Hi my lovely ladies/friends!

Hope your well and enjoying your sat night! I am jack is with my mum  Sleep sleep sleep!

I have a little prob and hoping someone can help!

Tonight im having strong af pains ??          pains in my knnes and everything, have a heat pad on and taken paretamols its that bad  unsure what it is? cant be ovulation can it? says i ovd 3days ago and i had + on opk so convinced it cant be that, cant be inplantion as only 3dpo and cant be af as only cd18?? goD!!!! please help ladies im going            

Thank you in advance ladies!

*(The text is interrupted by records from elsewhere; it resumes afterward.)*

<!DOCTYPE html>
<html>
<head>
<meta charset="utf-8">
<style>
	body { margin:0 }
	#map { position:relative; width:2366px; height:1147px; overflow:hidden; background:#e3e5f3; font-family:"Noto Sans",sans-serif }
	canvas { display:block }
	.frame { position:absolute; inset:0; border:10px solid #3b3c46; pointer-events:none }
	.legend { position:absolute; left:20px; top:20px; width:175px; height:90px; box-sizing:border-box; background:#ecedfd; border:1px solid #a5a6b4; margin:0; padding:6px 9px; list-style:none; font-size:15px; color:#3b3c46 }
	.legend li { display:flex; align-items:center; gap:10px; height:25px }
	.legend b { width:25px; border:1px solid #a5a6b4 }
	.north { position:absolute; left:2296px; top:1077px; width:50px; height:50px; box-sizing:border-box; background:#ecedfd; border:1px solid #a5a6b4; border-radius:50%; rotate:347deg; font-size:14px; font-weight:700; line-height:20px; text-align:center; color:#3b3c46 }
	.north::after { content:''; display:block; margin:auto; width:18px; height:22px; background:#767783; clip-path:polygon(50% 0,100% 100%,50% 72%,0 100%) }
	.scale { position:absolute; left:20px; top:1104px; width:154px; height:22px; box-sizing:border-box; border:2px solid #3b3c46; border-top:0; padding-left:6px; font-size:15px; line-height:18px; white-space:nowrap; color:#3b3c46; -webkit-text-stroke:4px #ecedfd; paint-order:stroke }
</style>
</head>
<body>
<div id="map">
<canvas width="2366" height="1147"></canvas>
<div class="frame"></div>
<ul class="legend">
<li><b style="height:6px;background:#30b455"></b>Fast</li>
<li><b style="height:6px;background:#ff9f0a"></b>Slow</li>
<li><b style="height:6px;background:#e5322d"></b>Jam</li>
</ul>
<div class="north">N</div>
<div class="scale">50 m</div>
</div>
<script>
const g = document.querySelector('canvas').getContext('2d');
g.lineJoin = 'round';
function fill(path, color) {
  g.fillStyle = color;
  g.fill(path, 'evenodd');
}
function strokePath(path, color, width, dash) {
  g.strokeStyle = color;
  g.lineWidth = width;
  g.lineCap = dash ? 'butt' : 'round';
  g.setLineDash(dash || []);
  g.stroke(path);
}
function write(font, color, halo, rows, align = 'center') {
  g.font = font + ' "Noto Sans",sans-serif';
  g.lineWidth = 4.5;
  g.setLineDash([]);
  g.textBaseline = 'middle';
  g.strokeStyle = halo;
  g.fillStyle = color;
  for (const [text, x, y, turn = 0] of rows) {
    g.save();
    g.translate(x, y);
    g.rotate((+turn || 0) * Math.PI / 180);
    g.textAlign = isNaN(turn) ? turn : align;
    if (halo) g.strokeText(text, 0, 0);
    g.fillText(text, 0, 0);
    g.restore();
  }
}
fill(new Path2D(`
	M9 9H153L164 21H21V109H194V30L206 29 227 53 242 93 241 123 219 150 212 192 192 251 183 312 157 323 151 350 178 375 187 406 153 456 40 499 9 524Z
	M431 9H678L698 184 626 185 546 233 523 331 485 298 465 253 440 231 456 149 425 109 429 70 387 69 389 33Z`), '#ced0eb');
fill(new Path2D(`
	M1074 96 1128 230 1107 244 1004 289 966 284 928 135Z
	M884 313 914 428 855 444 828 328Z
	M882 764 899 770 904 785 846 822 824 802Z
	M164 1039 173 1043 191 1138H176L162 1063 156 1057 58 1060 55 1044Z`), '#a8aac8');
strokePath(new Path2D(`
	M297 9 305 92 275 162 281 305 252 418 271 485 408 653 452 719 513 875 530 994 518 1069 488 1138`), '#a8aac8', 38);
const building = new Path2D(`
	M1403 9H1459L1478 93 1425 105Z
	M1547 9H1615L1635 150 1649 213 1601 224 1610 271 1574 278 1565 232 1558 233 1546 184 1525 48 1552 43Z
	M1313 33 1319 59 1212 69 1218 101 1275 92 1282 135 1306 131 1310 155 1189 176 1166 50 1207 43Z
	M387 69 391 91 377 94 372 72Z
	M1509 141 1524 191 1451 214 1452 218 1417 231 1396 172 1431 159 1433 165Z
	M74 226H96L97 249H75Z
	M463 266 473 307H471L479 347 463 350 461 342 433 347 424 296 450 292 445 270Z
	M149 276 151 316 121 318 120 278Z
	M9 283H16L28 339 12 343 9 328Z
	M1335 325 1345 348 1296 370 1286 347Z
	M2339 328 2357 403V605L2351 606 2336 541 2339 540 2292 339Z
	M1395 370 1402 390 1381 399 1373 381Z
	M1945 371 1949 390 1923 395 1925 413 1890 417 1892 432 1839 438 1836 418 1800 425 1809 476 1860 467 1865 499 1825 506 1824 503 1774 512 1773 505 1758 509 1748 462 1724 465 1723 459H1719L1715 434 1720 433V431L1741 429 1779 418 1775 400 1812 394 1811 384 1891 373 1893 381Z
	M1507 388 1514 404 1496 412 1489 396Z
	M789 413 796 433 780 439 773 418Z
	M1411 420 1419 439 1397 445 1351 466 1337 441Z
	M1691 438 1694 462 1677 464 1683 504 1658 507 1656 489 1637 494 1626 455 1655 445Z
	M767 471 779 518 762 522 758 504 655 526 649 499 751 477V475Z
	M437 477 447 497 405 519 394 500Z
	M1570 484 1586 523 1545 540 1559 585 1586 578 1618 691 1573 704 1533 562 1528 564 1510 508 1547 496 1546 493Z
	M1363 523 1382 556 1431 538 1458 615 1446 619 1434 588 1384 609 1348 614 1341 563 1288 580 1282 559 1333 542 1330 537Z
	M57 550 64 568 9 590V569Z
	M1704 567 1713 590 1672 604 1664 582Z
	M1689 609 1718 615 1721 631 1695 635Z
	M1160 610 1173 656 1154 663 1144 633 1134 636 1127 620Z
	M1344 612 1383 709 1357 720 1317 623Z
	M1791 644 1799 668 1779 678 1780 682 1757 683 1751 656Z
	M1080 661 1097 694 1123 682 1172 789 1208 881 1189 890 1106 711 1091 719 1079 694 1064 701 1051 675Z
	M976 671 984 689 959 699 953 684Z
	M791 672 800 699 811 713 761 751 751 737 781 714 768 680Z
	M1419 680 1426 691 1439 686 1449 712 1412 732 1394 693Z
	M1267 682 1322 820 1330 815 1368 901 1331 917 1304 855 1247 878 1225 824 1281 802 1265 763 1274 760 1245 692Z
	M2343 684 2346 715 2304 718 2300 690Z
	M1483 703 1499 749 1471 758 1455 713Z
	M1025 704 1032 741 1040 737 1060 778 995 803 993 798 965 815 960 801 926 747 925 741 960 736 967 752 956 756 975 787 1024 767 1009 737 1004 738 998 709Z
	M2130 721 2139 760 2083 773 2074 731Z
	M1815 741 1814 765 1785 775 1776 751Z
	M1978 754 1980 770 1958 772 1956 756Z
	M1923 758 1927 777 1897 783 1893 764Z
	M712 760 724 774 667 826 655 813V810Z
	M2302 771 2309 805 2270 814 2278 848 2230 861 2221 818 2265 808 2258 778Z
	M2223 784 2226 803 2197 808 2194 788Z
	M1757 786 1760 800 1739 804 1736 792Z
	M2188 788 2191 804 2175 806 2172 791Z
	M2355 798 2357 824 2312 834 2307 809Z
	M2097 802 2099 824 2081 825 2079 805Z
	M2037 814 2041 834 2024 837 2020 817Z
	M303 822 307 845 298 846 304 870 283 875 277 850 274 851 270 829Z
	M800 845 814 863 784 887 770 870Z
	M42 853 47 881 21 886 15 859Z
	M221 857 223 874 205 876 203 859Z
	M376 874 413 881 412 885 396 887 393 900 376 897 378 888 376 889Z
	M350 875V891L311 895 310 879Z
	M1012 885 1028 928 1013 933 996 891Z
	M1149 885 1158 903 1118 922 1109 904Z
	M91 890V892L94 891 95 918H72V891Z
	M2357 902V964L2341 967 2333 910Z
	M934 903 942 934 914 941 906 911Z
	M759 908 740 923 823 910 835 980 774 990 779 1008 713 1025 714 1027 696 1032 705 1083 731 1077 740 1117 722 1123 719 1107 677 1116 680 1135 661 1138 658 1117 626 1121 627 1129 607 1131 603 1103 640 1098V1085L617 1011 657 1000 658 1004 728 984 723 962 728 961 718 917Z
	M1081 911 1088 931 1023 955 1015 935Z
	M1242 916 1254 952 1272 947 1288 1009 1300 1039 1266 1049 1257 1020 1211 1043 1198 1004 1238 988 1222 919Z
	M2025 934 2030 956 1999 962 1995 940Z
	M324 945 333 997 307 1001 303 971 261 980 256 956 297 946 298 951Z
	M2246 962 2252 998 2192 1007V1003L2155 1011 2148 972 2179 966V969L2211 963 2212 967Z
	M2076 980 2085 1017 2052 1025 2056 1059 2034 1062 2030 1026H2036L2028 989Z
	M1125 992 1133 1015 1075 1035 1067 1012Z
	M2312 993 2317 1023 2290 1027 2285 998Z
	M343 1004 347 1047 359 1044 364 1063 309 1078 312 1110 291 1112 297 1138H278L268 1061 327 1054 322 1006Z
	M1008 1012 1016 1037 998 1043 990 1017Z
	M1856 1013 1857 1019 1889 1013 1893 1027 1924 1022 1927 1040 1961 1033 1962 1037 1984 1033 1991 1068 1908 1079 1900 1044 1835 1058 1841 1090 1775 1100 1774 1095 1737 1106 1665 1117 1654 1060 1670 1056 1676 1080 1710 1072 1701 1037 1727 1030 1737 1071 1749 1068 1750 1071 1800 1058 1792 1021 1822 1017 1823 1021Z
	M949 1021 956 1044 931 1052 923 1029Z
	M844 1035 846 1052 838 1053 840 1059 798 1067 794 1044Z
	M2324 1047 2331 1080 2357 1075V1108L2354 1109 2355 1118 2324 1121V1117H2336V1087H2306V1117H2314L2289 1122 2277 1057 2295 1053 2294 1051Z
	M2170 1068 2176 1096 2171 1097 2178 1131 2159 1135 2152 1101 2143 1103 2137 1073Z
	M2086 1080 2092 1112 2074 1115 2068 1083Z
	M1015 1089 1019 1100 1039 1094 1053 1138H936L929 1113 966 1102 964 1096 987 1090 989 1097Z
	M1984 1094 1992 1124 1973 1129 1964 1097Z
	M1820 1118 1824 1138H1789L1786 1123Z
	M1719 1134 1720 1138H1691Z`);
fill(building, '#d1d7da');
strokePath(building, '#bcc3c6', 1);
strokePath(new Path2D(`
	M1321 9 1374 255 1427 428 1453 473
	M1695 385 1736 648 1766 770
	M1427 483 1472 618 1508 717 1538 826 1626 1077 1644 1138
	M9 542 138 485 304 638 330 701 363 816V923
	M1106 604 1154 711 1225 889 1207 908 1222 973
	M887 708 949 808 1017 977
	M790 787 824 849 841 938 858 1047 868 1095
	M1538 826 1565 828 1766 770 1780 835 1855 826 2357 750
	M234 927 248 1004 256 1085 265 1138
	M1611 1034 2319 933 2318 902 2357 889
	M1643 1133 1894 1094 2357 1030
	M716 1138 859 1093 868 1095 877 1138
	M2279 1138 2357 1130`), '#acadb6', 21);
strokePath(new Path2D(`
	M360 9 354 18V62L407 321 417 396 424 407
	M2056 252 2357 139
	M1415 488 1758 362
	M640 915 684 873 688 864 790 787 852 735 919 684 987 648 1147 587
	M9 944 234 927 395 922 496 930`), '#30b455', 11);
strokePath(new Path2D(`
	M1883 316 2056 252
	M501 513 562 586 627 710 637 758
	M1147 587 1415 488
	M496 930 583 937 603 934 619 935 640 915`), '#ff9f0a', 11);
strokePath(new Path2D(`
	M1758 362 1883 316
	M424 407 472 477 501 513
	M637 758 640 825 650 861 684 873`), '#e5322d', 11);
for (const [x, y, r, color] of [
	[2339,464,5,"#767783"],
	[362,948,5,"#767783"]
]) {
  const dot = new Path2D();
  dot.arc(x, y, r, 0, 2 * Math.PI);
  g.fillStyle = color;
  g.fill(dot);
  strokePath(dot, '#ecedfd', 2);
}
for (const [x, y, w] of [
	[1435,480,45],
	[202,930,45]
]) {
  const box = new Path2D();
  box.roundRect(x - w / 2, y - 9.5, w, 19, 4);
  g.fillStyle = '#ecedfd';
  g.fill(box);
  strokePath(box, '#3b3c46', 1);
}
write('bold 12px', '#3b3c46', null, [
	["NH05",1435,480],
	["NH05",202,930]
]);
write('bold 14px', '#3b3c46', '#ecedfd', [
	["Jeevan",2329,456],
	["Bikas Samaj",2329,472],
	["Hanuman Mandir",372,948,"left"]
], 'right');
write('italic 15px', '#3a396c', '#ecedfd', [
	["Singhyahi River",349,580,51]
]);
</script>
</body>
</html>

X X


----------



## serenfach (Nov 6, 2008)

Hiya DK 

I'm 3 dpo [as far as I can tell] I can't trust my OPK monitor.. it gave me false readings last month [I know when I ov'd last month, because of pain + cm + scan + I had af exactly 14 days later, so it all matched up perfectly.  This month, my monitor hasn't given me a 'peak' [ov] again, just like last month, not even when I was having really bad pains which felt exactly like ov pains [they were worse this month] over CD13/14/15. I erupted in spots too, just like I do at ov time.. so I'm 99% sure I ov'd.

This morning, those pains had faded to almost nothing, but they came back this afternoon. They're not as intense as they have been, but it's exactly the same type of pains I was having a few days ago.. so I'm in pretty much the same boat as you.

I don't know how heavily you reply on your OPK's, babe, but my advice is to bms tonight and tomorrow.. just in case the OPK gave you a false + 3 days ago. Cover all of your bases - that way, you'll know for sure that you definitely bms enough 

If it isn't ov and you're _absolutely sure _ it isn't.. if the pain gets any worse, I'd call NHS Direct and seek advice.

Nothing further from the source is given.